▶ TASK DETAILS:
Within the records that follow, find every line containing the string "Xavier". Copy those lines.

═══ AVAILABLE DATA

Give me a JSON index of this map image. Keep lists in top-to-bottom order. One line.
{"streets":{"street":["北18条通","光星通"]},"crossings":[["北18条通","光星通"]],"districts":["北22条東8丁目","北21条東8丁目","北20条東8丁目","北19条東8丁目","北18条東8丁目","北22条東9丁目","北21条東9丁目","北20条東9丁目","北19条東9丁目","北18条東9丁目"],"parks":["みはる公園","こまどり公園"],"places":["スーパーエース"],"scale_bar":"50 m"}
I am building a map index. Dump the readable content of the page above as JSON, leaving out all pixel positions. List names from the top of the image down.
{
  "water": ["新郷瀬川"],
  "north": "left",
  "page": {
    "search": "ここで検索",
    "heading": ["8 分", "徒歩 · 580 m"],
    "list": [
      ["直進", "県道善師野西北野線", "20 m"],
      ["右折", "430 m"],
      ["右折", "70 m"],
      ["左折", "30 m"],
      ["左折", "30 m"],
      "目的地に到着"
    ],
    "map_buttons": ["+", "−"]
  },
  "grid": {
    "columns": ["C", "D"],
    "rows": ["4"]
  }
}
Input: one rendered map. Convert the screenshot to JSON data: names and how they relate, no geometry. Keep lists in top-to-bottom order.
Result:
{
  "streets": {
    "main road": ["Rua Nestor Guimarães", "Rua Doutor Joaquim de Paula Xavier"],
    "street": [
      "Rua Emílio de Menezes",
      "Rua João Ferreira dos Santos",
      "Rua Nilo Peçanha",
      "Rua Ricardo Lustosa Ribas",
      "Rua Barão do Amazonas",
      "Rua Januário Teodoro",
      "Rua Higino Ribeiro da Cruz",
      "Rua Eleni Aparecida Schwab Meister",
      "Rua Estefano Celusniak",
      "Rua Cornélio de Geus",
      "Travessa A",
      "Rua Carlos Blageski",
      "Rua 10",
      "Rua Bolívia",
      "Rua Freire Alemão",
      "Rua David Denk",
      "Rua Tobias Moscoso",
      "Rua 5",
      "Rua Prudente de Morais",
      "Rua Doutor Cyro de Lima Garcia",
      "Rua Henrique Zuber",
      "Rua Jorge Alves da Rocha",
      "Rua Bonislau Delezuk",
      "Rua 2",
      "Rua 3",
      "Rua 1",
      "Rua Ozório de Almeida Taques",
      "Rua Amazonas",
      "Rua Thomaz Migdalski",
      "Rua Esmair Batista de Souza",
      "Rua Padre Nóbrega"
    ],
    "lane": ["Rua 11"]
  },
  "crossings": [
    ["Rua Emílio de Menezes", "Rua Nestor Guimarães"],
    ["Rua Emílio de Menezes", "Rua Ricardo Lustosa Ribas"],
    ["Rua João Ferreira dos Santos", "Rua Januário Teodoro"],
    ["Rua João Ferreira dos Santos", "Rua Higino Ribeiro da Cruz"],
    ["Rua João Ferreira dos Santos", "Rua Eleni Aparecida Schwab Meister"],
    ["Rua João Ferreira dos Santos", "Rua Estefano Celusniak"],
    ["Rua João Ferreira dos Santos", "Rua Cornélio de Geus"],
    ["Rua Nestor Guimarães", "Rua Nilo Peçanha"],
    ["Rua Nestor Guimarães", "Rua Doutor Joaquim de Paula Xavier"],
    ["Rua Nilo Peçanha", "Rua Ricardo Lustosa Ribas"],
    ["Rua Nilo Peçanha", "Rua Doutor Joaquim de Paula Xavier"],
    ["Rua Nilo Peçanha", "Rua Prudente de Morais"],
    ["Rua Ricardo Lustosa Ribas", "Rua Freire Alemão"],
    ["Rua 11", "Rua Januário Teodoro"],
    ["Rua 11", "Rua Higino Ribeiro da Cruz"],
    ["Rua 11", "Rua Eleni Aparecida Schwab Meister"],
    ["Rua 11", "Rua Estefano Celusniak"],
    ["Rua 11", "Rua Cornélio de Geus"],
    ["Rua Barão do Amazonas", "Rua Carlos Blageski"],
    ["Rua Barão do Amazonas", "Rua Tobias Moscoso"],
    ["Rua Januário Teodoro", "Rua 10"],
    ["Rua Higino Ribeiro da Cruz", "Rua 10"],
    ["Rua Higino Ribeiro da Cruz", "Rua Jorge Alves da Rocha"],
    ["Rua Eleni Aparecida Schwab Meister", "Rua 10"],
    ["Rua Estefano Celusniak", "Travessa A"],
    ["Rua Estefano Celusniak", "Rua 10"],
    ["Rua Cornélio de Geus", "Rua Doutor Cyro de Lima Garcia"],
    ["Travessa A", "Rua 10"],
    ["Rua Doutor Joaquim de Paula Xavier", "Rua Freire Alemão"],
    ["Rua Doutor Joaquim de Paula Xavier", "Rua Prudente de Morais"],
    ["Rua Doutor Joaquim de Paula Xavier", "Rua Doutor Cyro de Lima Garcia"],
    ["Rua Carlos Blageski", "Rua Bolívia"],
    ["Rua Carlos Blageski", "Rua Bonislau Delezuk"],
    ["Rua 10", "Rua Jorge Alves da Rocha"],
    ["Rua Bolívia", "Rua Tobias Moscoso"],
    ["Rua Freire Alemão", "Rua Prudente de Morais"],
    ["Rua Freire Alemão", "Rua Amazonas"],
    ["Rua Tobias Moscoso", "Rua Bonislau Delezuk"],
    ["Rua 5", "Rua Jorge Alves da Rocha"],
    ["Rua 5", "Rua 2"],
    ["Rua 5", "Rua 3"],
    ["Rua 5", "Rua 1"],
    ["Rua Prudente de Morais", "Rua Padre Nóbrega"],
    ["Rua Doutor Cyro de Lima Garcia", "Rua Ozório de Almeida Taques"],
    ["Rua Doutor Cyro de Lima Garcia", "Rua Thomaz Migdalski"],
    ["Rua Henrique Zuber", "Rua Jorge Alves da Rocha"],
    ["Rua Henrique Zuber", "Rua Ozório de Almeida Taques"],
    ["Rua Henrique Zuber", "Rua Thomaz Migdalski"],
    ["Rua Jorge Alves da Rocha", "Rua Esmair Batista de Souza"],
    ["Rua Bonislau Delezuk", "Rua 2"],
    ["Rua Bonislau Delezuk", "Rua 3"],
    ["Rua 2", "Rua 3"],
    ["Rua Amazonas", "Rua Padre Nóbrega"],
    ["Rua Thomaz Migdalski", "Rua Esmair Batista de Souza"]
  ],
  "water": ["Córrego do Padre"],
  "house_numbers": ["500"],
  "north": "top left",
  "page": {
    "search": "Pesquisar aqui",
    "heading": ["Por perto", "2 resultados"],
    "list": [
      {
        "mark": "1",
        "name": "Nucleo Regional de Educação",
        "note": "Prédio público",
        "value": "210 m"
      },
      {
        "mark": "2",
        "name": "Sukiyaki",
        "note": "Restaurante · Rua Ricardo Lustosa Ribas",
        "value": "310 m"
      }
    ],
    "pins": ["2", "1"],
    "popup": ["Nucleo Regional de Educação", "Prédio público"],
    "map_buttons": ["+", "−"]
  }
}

══════

▶ RESPONSE TO THIS TASK:
    "main road": ["Rua Nestor Guimarães", "Rua Doutor Joaquim de Paula Xavier"],
    ["Rua Nestor Guimarães", "Rua Doutor Joaquim de Paula Xavier"],
    ["Rua Nilo Peçanha", "Rua Doutor Joaquim de Paula Xavier"],
    ["Rua Doutor Joaquim de Paula Xavier", "Rua Freire Alemão"],
    ["Rua Doutor Joaquim de Paula Xavier", "Rua Prudente de Morais"],
    ["Rua Doutor Joaquim de Paula Xavier", "Rua Doutor Cyro de Lima Garcia"],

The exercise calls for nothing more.